(Materials provided)
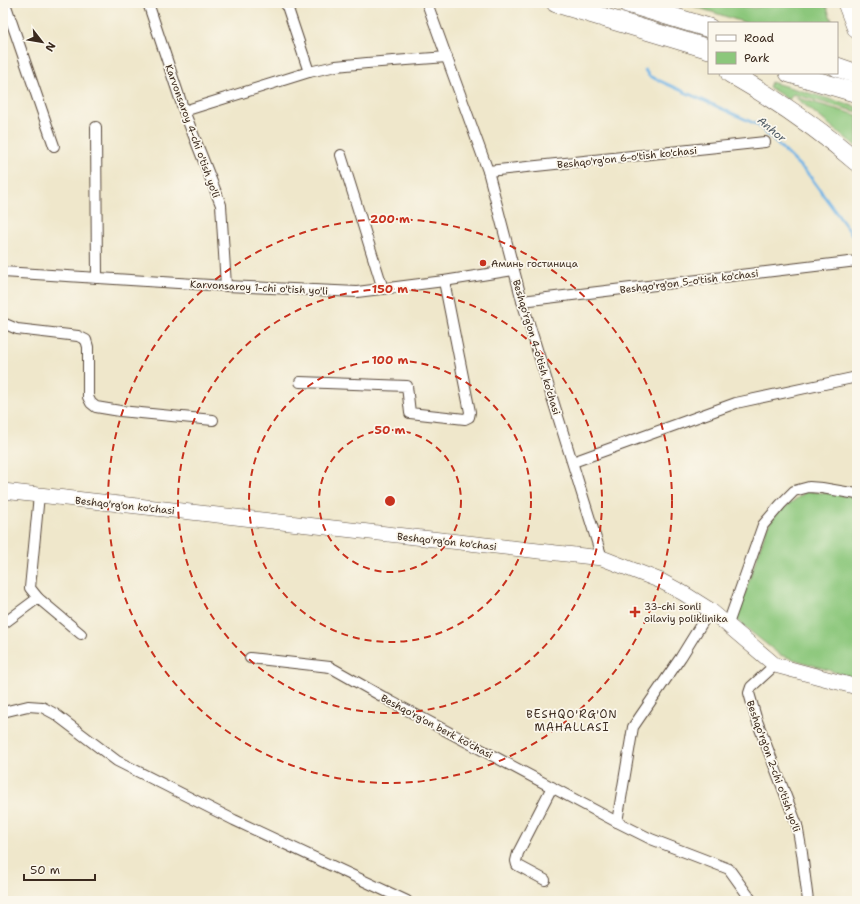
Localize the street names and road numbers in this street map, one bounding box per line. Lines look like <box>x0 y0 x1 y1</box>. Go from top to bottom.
street label: Karvonsaroy 4-chi o'tish yo'li <box>162 63 223 200</box>
street label: Beshqo'rg'on 6-o'tish ko'chasi <box>557 144 698 171</box>
street label: Beshqo'rg'on 5-o'tish ko'chasi <box>619 267 759 296</box>
street label: Karvonsaroy 1-chi o'tish yo'li <box>190 277 328 298</box>
street label: Beshqo'rg'on 4-o'tish ko'chasi <box>510 278 563 416</box>
street label: Beshqo'rg'on ko'chasi <box>74 494 176 517</box>
street label: Beshqo'rg'on ko'chasi <box>396 530 498 553</box>
street label: Beshqo'rg'on berk ko'chasi <box>378 691 495 762</box>
street label: Beshqo'rg'on 2-chi o'tish yo'li <box>744 699 803 834</box>

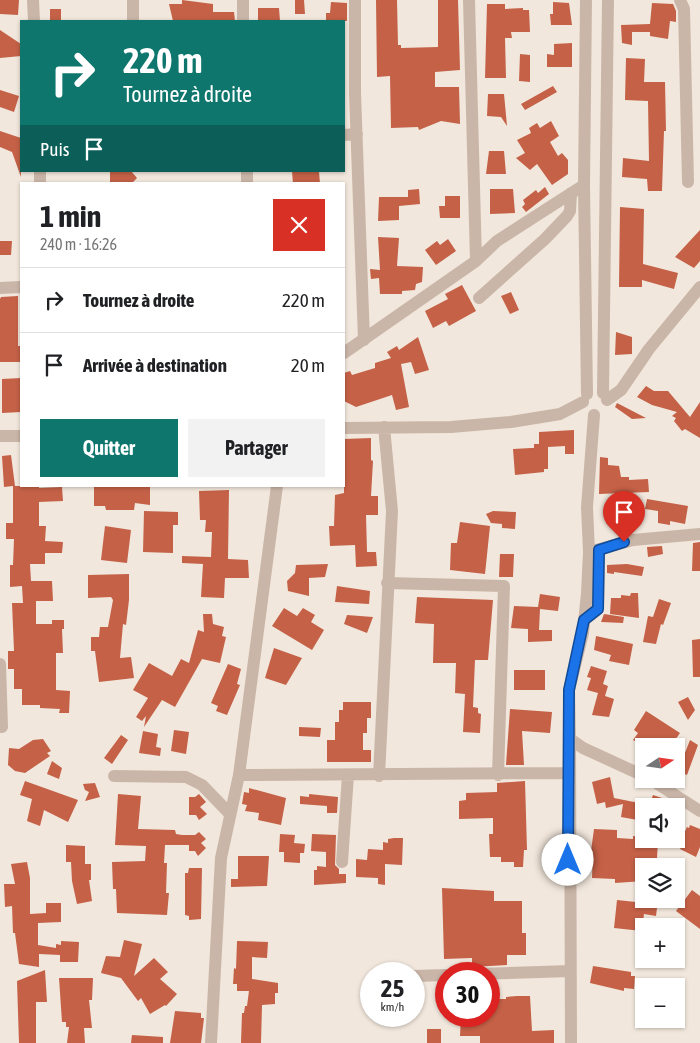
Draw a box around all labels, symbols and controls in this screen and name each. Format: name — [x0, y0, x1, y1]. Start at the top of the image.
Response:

(Task to carry out) All that is needed is an exact copy of the entries above, minus the pictures.

(Written solution)
Localize the street names and road numbers in this street map, one bounding box per line. Lines look like <box>x0 y0 x1 y1</box>. Go from top to bottom.
street label: Karvonsaroy 4-chi o'tish yo'li <box>162 63 223 200</box>
street label: Beshqo'rg'on 6-o'tish ko'chasi <box>557 144 698 171</box>
street label: Beshqo'rg'on 5-o'tish ko'chasi <box>619 267 759 296</box>
street label: Karvonsaroy 1-chi o'tish yo'li <box>190 277 328 298</box>
street label: Beshqo'rg'on 4-o'tish ko'chasi <box>510 278 563 416</box>
street label: Beshqo'rg'on ko'chasi <box>74 494 176 517</box>
street label: Beshqo'rg'on ko'chasi <box>396 530 498 553</box>
street label: Beshqo'rg'on berk ko'chasi <box>378 691 495 762</box>
street label: Beshqo'rg'on 2-chi o'tish yo'li <box>744 699 803 834</box>

Draw a box around all labels, symbols and controls in this screen and name each. Format: name — [x0, y0, x1, y1]. Start at the top of the image.
Response:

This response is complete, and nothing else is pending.